A panel of clinical peer reviewers must then review the applicable medical and scientific evidence, the insured’s medical record, and any other pertinent information, and make a determination as to whether the treatment is likely to be more beneficial than any standard treatment for the insured’s life-threatening or disabling condition or disease, or, in the case of a clinical trial, is likely to benefit the insured in the treatment of the insured’s condition or disease. See Ins. Law § 4914(b)(4)(B). Of course, each external appeal, while undertaken in accordance with the statutory parameters discussed above, is fact-specific, and turns on the specific medical condition and patient involved. See OGC Opinion 07-05-05 (May 9, 2007).
To request an external appeal, an insured, an insured’s designee, or an insured’s health care provider must complete a “New York State External Appeal Application,” which is available from the Department’s website at External Appeals - Frequently Asked Questions, Instructions and Applications.
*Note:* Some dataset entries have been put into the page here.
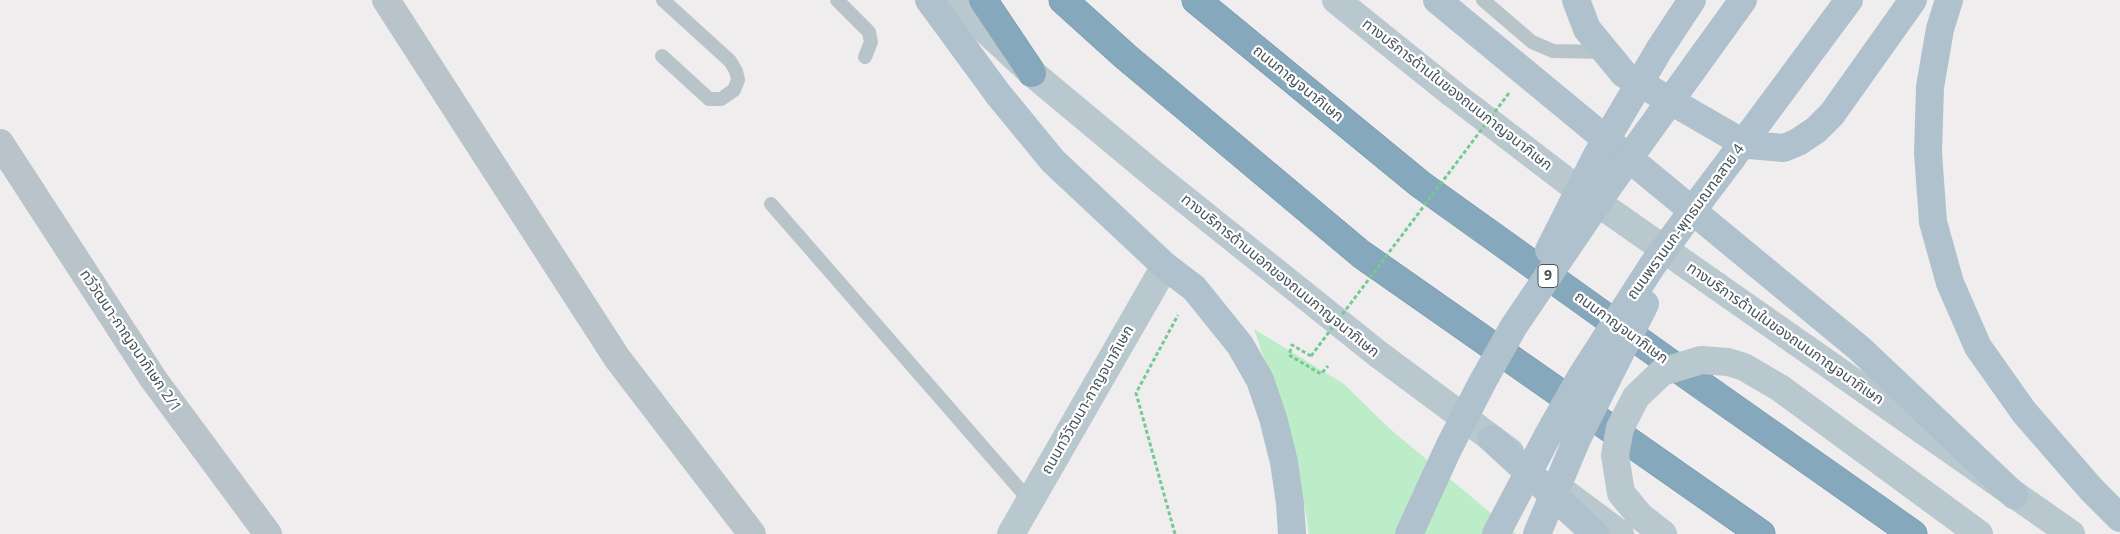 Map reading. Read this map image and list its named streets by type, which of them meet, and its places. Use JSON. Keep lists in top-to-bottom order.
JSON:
{
  "streets": {
    "highway": ["ถนนกาญจนาภิเษก", "9"],
    "main road": [
      "ทางบริการด้านในของถนนกาญจนาภิเษก",
      "ถนนพรานนก-พุทธมณฑลสาย 4",
      "ทางบริการด้านนอกของถนนกาญจนาภิเษก",
      "ถนนทวีวัฒนา-กาญจนาภิเษก"
    ],
    "street": ["ทวีวัฒนา-กาญจนาภิเษก 2/1"]
  }
} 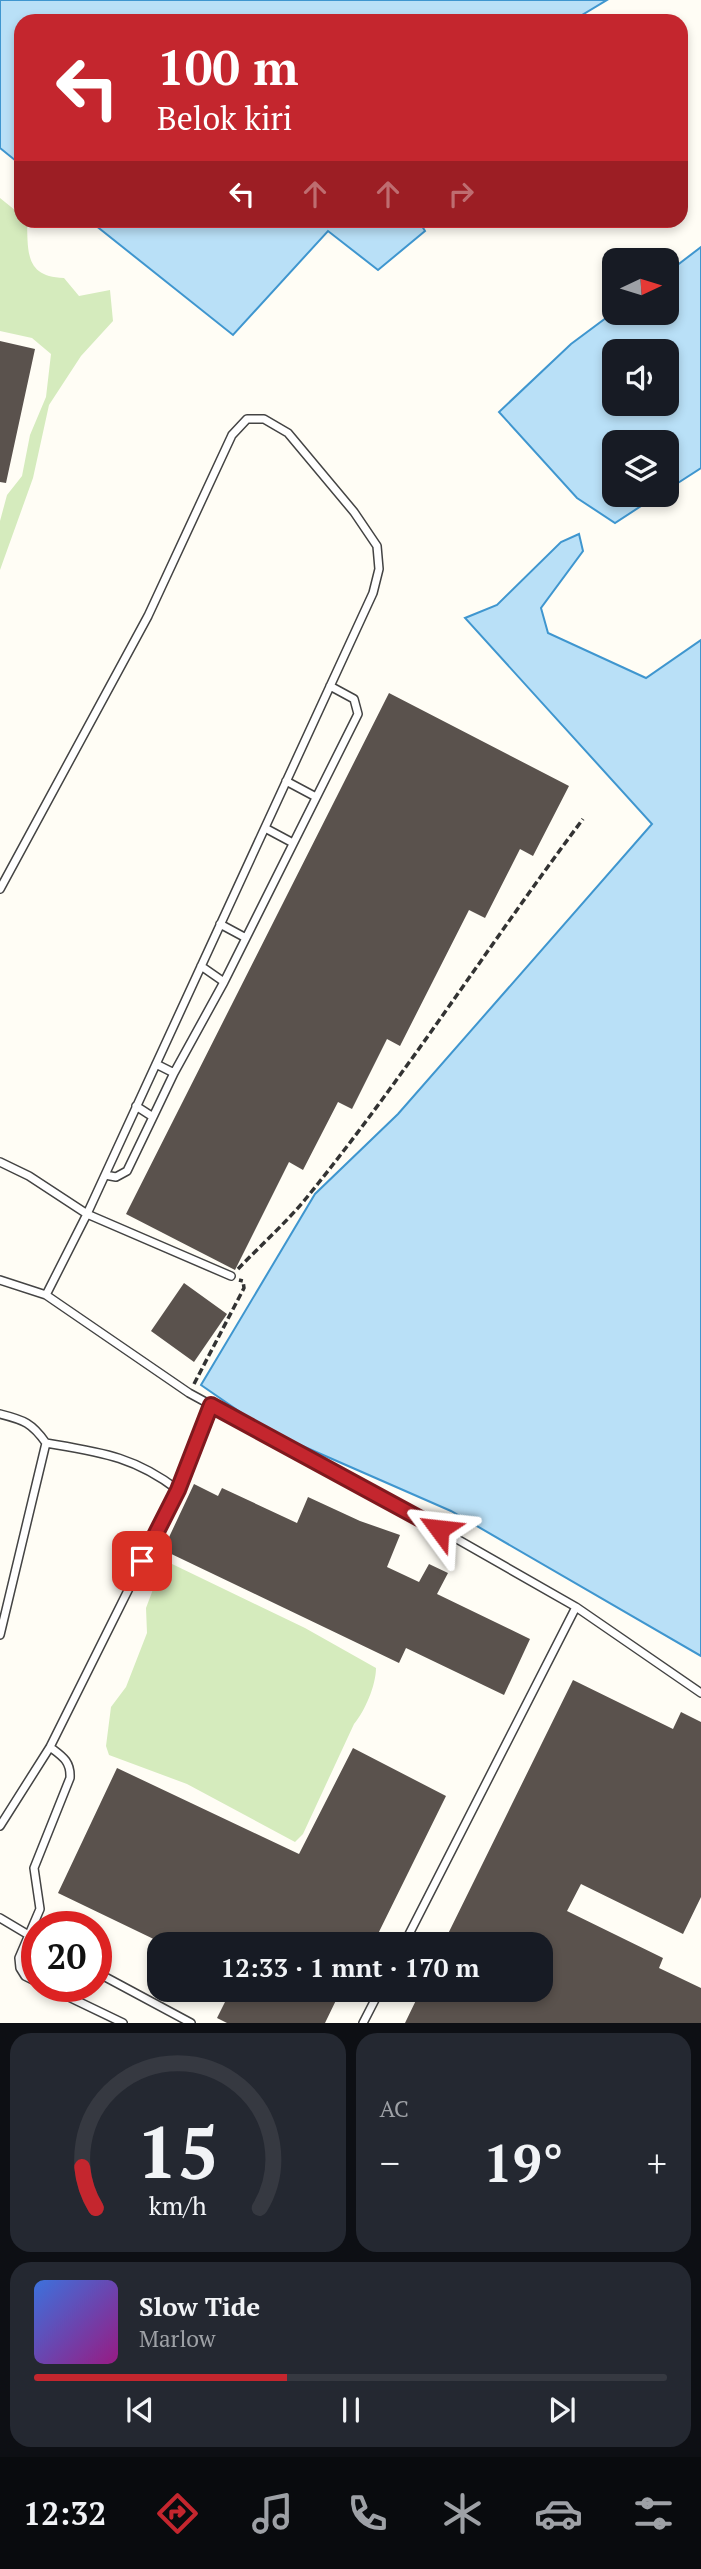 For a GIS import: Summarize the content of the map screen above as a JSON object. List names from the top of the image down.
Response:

For further information you may contact Assistant Attorney Joana Lucashuk at the New York City Office.
1 According to the Mayo Clinic, biofeedback is a type of complementary and alternative medicine called mind-body therapy. Using feedback from a variety of monitoring procedures and equipment, a biofeedback provider will try to teach the patient to control certain involuntary body responses, such as blood pressure or muscle tension, to treat the specific condition. See “Biofeedback: Using your mind to improve your health” at http://www.mayoclinic.com/health/biofeedback/SA00083.
2 “Final adverse determination” means an adverse determination that was upheld by a utilization review agent with respect to a proposed health care service, following a standard appeal, or an expedited appeal where applicable, pursuant to Insurance Law § 4904. If a health plan offers two levels of internal appeals, a final adverse determination means the adverse determination of the first level appeal. See Ins. Law § 4900(d-4); § 410.2(e) of N.Y. Comp. Codes R. & Regs. tit. 11, Part 410 (2001) (Regulation 166).
3 “Retrospective adverse determination” means a determination for which utilization review was initiated after health care services were provided. It does not mean an initial determination involving continued or extended health cares services, or additional services for an insured undergoing a course of continued treatment prescribed by a health care provider pursuant to Insurance Law § 4903(c). See 11 NYCRR § 410.2(i) (Regulation 166).